Phenotypes in urp1^∆P and urp2^∆P single mutants upon aging shows: (1) Urp1 and Urp2 are not entirely redundant in long-term spine maintenance and (2) proper Urp1/Urp2 dose is essential. We have now included these new insights.

This is an interesting question. To address it, we imaged more uts2r3^b1436 mutant spines and reconstructed views from dorsal aspect, including these in new Figure 4Fi and Figure 4—figure supplement 1. We also quantified the degree of lateral curvature (Figure 4Fii). The reviewer’s suggestion is correct – there are minimal side-to-side curves in uts2r3^b1436 mutants, highly similar to what we found for urp1^∆P;urp2^∆P double mutants.

9. One finding that deserves more discussion is the observation that urp1/urp2 double mutants have almost no side-to-side defects and all the obvious bends are in the D/V plane. Does this uncouple two systems for posture? Please consider the following paper. It shows a proprioception system that maintains normal side-to-side posture. A spinal organ of proprioception for integrated motor action feedback.

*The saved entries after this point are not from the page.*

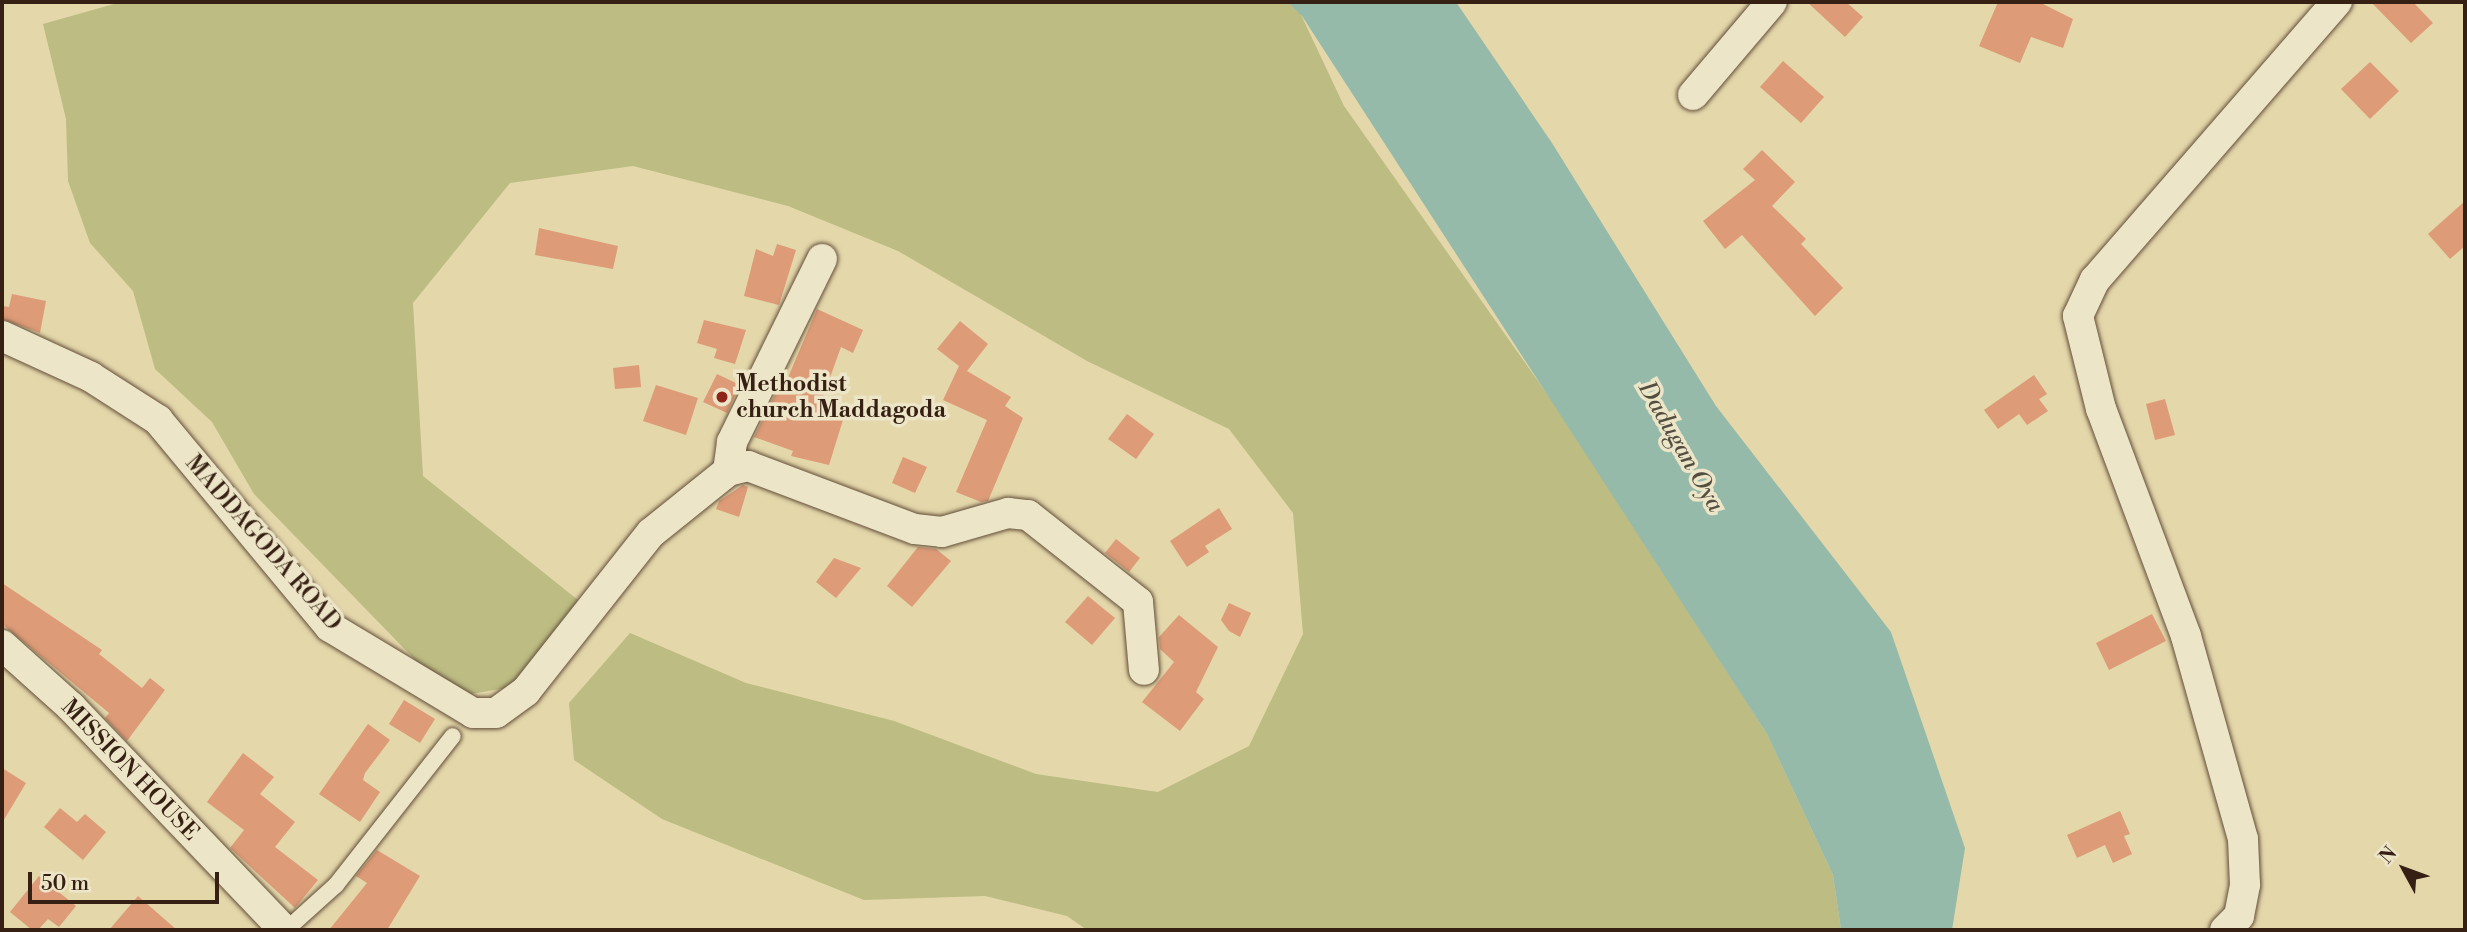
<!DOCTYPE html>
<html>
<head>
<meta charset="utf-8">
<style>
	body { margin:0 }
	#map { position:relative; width:2467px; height:932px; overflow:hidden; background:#e4d7aa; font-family:"Libre Bodoni",serif }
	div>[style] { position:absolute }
	.green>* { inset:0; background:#bcbc83 }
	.water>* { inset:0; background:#95baa9 }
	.building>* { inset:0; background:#dd9b78 }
	.roads { filter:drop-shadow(0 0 2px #624e39) drop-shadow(0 0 2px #624e39) }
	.service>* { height:16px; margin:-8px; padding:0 8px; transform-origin:8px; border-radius:8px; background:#ede5c8 }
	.minor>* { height:30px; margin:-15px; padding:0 15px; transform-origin:15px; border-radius:15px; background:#ede5c8 }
	.dots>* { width:19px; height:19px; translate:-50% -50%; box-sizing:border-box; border:4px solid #ede5c8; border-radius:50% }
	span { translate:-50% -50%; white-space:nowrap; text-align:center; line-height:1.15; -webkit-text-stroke:7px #ede5c8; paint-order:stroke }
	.poi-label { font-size:23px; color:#362013; font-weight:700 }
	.left { translate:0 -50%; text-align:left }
	.street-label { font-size:23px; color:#362013 }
	.water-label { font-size:24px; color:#524e40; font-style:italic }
	.frame { position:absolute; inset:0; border:4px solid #362013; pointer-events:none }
	.north { position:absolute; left:2369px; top:834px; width:70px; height:70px; -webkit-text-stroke:5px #ede5c8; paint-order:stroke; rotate:311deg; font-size:19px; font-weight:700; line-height:28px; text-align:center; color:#362013 }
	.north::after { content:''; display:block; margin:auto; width:24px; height:32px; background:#362013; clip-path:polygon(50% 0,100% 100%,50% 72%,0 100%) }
	.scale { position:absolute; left:28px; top:872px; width:191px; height:32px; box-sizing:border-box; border:4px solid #362013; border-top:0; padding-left:9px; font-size:21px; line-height:24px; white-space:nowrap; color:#362013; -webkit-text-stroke:5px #ede5c8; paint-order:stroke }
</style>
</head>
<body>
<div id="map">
	<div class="green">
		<div style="clip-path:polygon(121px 2px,1295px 2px,1344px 106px,1569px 425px,1767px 734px,1833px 875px,1841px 930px,1087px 930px,1067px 916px,985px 896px,864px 900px,662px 819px,574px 760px,569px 703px,630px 633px,746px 683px,894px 721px,1036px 774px,1158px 792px,1249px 746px,1303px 634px,1293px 513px,1229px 429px,1087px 361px,898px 251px,788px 206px,633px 166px,510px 183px,413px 303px,423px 476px,578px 600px,517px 686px,471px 694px,425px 670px,254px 494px,212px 422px,155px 369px,133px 291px,90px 243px,68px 181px,66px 119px,43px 24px)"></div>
	</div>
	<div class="water">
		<div style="clip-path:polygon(1288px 2px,1456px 2px,1552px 143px,1716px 406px,1891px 632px,1965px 848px,1952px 930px,1841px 930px,1833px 875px,1767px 734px,1302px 16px)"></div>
	</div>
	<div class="building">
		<div style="clip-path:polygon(1807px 2px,1846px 2px,1863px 17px,1845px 37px)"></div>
		<div style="clip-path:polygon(1998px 2px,2039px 2px,2073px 19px,2063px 48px,2031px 37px,2020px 63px,1979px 46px)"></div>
		<div style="clip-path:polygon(2371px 2px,2413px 2px,2433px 23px,2411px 43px)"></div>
		<div style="clip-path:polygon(1783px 61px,1824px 97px,1801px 123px,1760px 87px)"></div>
		<div style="clip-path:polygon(2370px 62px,2399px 91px,2370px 119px,2341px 89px)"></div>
		<div style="clip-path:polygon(1762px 150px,1795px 182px,1772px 206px,1806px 239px,1801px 244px,1843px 288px,1815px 316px,1742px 235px,1725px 249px,1703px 221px,1755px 180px,1743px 169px)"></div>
		<div style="clip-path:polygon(2465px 201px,2465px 246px,2450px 259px,2428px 234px)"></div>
		<div style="clip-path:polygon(539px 228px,618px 246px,613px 269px,535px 255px)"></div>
		<div style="clip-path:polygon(777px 244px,796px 250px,779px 305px,744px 296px,756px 249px,773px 256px)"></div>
		<div style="clip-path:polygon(12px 294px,46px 301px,40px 333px,2px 319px,2px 306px,9px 307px)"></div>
		<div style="clip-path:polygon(817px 309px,863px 330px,853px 353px,841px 347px,823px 397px,847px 407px,829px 465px,791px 456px,793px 451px,754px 437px,783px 379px,787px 380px)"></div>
		<div style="clip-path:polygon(704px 320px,746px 330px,735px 364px,714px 358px,717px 349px,697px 343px)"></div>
		<div style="clip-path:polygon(960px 321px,988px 344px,967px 371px,1011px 397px,1005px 406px,1023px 418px,988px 501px,981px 502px,956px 492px,987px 420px,943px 400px,959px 366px,937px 349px)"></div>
		<div style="clip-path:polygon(639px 365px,641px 387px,615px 389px,613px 368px)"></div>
		<div style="clip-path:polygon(717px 374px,740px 385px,727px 413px,703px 402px)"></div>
		<div style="clip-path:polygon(2034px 375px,2047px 394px,2039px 399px,2048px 411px,2027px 425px,2019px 414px,1998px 429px,1984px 410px)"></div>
		<div style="clip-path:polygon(656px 385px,698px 398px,686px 435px,643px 421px)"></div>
		<div style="clip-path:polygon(2165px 399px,2175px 435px,2155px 440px,2146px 404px)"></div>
		<div style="clip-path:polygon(1127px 414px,1154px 434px,1136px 459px,1108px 439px)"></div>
		<div style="clip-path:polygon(903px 457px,927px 467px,915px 493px,892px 483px)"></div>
		<div style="clip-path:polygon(743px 485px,748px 487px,739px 517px,716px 509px,719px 501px)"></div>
		<div style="clip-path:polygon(1219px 508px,1232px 529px,1205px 546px,1209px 552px,1187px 567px,1170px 541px)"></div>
		<div style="clip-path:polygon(1116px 539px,1140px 558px,1129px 572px,1105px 553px)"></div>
		<div style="clip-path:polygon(918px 547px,936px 549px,951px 561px,912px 607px,887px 586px)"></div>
		<div style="clip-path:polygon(834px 558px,861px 568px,836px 598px,816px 582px)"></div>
		<div style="clip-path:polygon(2px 583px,102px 650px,99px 654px,142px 688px,150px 678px,165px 690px,127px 741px,105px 718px,109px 713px,2px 624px)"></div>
		<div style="clip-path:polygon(1088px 596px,1115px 618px,1092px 645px,1065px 622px)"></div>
		<div style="clip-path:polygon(1229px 603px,1251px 613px,1240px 637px,1229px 631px,1221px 620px)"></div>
		<div style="clip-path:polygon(2152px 614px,2166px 641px,2109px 670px,2096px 643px)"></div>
		<div style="clip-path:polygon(1179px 615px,1218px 647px,1196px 692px,1204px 699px,1180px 731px,1142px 702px,1174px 662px,1160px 649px,1159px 637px)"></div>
		<div style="clip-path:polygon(404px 700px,435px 719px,420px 743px,389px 724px)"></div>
		<div style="clip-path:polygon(368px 724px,390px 740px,365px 773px,363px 780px,380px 792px,360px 822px,319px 794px)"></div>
		<div style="clip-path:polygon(243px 753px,274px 777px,260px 794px,295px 822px,275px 847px,318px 880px,295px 908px,230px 848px,244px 830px,207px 802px)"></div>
		<div style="clip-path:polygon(2px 768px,26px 783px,2px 823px)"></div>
		<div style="clip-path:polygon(60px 808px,77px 822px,85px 814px,106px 832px,83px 860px,44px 827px)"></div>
		<div style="clip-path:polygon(2120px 811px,2130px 834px,2124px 836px,2132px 854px,2113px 863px,2105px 845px,2077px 858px,2067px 835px)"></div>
		<div style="clip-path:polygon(377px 850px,420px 876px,387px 930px,329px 930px,367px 883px,356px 876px)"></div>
		<div style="clip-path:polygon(39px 876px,76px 906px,59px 927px,48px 919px,38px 930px,32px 930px,10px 912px)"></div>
		<div style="clip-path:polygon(138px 896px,177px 930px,109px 930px)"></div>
	</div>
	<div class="roads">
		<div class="service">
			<div style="left:286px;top:930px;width:67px;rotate:-42deg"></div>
			<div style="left:336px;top:885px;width:189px;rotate:-51.9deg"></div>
		</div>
		<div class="minor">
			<div style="left:1693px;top:95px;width:122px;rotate:-49.7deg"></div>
			<div style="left:2px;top:336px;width:98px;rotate:24.7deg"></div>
			<div style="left:91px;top:377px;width:80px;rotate:32.7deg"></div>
			<div style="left:158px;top:420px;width:269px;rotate:50.3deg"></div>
			<div style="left:330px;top:627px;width:167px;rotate:31deg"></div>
			<div style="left:473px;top:713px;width:23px"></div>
			<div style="left:496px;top:713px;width:37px;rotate:-36deg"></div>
			<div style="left:526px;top:691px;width:201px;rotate:-51.7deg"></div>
			<div style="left:651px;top:533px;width:99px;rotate:-38.8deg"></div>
			<div style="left:728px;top:471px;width:21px;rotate:-14deg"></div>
			<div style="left:748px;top:466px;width:178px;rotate:20.7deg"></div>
			<div style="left:915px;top:529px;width:27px;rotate:6deg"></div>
			<div style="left:942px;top:532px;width:69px;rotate:-16.1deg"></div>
			<div style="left:1008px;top:513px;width:20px;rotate:6deg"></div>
			<div style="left:1028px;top:515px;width:140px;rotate:38.3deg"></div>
			<div style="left:1138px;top:602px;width:68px;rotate:85deg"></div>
			<div style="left:728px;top:471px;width:29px;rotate:-82deg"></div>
			<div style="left:732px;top:442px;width:204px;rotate:-63.8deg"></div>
			<div style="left:2px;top:645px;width:93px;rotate:41.9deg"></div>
			<div style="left:71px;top:707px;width:308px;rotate:46.3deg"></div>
			<div style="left:2225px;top:930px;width:20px;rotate:-45deg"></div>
			<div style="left:2239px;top:916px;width:32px;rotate:-79deg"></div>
			<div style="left:2245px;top:885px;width:46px;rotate:-92.5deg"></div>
			<div style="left:2243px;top:839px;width:211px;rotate:-105.7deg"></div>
			<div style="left:2186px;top:636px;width:242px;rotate:-110.5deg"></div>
			<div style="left:2101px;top:409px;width:96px;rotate:-103.9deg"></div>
			<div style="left:2078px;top:316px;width:40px;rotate:-65deg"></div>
			<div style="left:2095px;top:280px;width:369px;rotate:-49deg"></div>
		</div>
	</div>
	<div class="dots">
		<div style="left:722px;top:397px;background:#8f2418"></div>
	</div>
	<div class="poi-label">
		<span class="left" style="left:736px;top:397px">Methodist<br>church Maddagoda</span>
	</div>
	<div class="street-label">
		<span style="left:263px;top:543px;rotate:49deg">MADDAGODA ROAD</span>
		<span style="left:130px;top:770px;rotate:46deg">MISSION HOUSE</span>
	</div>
	<div class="water-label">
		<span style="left:1680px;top:447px;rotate:60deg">Dadugan Oya</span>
	</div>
	<div class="frame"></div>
	<div class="north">N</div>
	<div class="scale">50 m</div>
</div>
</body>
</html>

Picton LD, Bertuzzi M, Pallucchi I, Fontanel P, Dahlberg E, Björnfors ER, Iacoviello F, Shearing PR, El Manira A. Neuron. 2021 Apr 7;109(7):1188-1201.e7. doi: 10.1016/j.neuron.2021.01.018. Epub 2021 Feb 11. PMID: 33577748

Thank you for pointing out this manuscript. We have now mentioned this potential “uncoupling” in our Discussion and included this citation.

Reviewer 2

1. Figure 3F: might be improved by making the images black and white and possibly inverted. It is not easy to clearly see the vertebrae as is.

Thanks for the suggestion, we made this change.